When God called upon Moses to lead Israel out of Egypt, the Scripture says that it was because Israel was groaning under the oppression of their Egyptian taskmasters. “Many years later the king of Egypt died. The Israelites groaned under their slavery and cried out. Their cries for relief from their hard labor ascended to God: God listened to their groanings. God remembered his covenant with Abraham, with Isaac, and with Jacob. God saw what was going on with Israel. God understood” (Ex. 2:23-25, MSG).

The importance of pain and affliction cannot be overstated. Without pain, few of us would see our doctors; without hard times, few of us would develop the endurance (physical or in any other form) to persevere; and without the pain that accompanies our sinful conditions, none of us would come to the Savior for His mercy and grace.

When the Hebrew people groaned under the Egyptian bondage, God saw their affliction from the very beginning. But, as with most of us, their condition had to become unbearable for them before they would consent to the hardships that would come by leaving. Even then, it only took them three days before they started complaining that God had not provided them any water (Ex. 15:22f).

A Jewish family at Passover remembers the whole experience of their ancestors. But the sweetness of freedom cannot be fully appreciated without remembering the bitterness of slavery, so the Passover table includes a few items to remind them of this bitterness. One item is a bowl of salt water in which the family will dip some of their ceremonial foods to remind them of the tears that were shed in their bondage. Various bitter herbs also bring back the memory of those tears, particularly the horseradish.

Horseradish is a strong bitter herb, too strong for some. But the sweetness of freedom becomes something that we take for granted unless we have something to compare it with. Likewise, none of us can enjoy the sweetness of the grace of God if we fail to remember the bitterness of sin.

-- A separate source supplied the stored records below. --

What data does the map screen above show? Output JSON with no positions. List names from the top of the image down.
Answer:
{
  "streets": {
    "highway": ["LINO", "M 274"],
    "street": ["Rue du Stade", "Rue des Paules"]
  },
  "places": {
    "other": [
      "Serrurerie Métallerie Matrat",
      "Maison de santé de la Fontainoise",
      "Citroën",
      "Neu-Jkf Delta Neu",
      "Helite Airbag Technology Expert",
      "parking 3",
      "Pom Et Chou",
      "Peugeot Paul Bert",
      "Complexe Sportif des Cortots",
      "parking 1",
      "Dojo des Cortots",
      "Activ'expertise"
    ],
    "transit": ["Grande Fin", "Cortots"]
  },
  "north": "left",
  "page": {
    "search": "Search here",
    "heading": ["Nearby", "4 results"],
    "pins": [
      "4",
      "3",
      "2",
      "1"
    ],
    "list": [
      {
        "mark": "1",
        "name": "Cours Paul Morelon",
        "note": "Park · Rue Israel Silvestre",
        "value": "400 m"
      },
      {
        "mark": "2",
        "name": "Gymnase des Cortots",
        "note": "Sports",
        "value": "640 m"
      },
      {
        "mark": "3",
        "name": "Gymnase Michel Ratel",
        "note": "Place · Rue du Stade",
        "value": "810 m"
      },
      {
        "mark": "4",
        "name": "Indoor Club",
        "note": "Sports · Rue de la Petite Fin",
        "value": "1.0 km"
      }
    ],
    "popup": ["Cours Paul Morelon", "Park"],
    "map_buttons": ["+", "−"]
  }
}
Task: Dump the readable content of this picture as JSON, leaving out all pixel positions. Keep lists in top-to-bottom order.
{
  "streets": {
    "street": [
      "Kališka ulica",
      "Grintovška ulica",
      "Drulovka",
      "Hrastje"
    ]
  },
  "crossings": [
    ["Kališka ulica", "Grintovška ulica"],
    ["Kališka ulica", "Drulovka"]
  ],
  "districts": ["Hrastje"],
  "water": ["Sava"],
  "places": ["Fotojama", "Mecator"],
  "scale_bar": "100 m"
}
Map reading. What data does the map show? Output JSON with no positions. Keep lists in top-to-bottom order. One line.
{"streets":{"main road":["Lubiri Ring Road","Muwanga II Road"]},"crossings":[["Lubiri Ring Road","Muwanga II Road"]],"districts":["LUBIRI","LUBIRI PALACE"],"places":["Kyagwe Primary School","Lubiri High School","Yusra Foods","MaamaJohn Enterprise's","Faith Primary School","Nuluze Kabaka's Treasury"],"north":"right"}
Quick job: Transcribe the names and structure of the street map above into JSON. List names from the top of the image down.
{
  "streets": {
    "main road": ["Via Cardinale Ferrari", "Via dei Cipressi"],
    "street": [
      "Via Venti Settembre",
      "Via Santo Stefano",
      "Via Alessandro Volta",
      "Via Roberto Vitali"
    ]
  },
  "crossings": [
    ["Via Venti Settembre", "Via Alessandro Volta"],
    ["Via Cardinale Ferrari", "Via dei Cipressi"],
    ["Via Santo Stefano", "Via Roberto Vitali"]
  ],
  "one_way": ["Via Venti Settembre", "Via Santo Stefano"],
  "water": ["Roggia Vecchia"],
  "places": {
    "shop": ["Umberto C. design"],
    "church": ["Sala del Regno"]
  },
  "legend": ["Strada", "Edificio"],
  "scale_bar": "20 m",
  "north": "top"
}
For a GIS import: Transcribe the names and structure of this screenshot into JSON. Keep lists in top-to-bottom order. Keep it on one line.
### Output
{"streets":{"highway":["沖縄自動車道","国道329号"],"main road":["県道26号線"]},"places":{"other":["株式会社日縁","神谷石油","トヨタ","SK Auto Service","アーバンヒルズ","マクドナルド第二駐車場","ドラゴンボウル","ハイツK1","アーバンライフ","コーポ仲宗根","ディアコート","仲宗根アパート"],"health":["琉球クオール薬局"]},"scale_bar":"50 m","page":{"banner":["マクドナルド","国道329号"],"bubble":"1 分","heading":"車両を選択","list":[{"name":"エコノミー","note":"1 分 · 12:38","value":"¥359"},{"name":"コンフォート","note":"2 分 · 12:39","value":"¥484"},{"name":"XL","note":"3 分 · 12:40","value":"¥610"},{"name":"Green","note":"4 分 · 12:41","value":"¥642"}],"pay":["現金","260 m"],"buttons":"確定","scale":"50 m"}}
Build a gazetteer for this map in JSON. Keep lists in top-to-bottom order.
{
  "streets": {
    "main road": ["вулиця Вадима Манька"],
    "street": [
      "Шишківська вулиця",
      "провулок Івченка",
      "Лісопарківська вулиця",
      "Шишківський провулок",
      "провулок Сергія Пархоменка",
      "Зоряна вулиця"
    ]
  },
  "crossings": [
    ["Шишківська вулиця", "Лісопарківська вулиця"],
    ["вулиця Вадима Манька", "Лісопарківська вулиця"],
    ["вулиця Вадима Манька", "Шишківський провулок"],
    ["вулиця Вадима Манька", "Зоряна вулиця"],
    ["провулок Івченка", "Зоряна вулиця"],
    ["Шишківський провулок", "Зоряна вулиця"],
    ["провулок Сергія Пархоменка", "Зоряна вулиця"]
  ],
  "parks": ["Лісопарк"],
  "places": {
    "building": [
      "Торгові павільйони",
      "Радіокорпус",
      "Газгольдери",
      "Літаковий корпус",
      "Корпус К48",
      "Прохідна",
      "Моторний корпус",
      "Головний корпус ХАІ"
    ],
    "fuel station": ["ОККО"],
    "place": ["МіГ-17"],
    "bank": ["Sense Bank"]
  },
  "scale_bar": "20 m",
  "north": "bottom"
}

 Our culture doesn’t help — it applauds sin as being fun, sweet, and satisfying. How quickly we forget the financial or familial destruction that usually accompanies alcoholism. How many children are horribly impacted by the pedophile that became addicted to sex through pornography? How many lives are in financial bondage through the debts incurred by the lottery or another form of gambling? These are just some of the more obvious bondage-producing sins that our world tells us are sweet, but all of us have experienced (or are experiencing) a slavery to sin. Just as there are no “victimless crimes,” there is no sin that does not lead to some form of bondage.

Deliverance from any kind of bondage is sweet, and that is what the Passover commemorates. It is also the purpose of the cross of Christ. Jesus said, “If the Son shall set you free, you shall be free indeed” (John 8:36). This was also the Apostle Paul’s point in Galatians 4 and 5 — having been enslaved by sin, we can experience true freedom through the redemptive work of Christ.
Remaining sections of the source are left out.